Undeniably, there will be some folks calling for an identical 8x4 structure of the National Football League. Not trying to sound 85 years old with this commentary, but a shift in rewarding mediocrity (i.e. making sure everyone leaves a winner) has been palpable in recent years versus youth sports in my day. Forget any separation between Generation X or Y (Millennials); as parents, they've blended together into Generation Participation Trophy. For Major League Baseball, handing out eight division titles on an annual basis would walk a fine line near that ideology. If everyone's accomplishments are special, then no one's are.  

Plus, outcome be damned, the optics of a 7-9 Carolina Panthers team hosting an NFC Wild Card match-up with the 11-5 Arizona Cardinals, back in 2014, aren't great. Sometimes over-dividing your total into too small of clusters is a problem. 

The use of eight division winners in professional football has more of a rationale because the sample size — to determine who is actually good in that parity-filled "any given Sunday" environment — is extremely small. For starters, teams not only fail to play everyone else in the league, but the version of the teams they do face could swing wildly depending on scheduling, which is dumb luck. In a sport that oftentimes comes down to a final possession, randomness like weather and injuries play a gigantic role in the result. And there's no coaches or media poll; no committee ranking system (like there is in college) that could apply a quality quotient to the win or loss. So, sure, your team carries a 10-3 record into Week 15... but can you proclaim with certainty that they're any good? Better be safe and let a bunch of teams qualify for the playoffs and let it shake out from there. 
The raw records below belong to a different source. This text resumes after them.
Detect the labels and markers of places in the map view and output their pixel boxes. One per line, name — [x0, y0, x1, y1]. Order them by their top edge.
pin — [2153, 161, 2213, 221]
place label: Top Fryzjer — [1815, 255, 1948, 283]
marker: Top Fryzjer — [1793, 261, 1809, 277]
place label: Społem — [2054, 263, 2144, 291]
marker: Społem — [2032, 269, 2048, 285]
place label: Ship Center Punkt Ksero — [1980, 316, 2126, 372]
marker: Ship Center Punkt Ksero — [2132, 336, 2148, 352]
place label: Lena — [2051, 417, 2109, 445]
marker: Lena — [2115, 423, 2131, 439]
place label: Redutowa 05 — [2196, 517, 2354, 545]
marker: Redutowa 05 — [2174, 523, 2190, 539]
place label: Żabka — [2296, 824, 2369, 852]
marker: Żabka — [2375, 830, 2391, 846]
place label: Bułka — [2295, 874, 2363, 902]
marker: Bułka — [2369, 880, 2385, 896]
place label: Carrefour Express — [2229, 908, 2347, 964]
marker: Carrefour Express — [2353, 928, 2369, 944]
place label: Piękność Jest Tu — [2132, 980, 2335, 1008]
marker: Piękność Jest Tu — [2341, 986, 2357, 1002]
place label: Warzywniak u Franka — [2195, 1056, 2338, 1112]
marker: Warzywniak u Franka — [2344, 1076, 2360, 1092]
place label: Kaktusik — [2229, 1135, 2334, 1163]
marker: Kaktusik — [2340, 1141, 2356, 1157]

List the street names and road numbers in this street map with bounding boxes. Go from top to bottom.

Professional baseball's so very different. The runway is endless, meaning it shakes the  "contender vs. pretender" trope of football. You don't luck into 95 wins the same way a string of favorable ball bounces can flip an on-paper 10-win NFL team to a division winner. To me, this means the need to cast a wide net — four divisions per league, all with automatic access to the Postseason — isn't as vital. Not only that, it's never been part of the sport's DNA. My forthcoming examples, using the 2023 mid-term standings, suggest granting three division winners might already be unjust to better Wild Card options. Let's not compound it.  

My next challenge to that 8x4 plan: What in the world would you call these divisions without it sounds hokey or college conference-esque? Watching a pregame ceremony on Opening Day where a team raises a "National League North Champions" banner, for an 84-76 record, is as ridiculous as it sounds. You don't have to be a baseball purist to your core, like me, to say that. In fact, it is the casual fans that would roll their eyes the hardest at such mediocrity being rewarded. That's a lot of annual banners that would begin to feel like participation trophies. Remember that "winning the pennant" matters because there is only one up for grabs?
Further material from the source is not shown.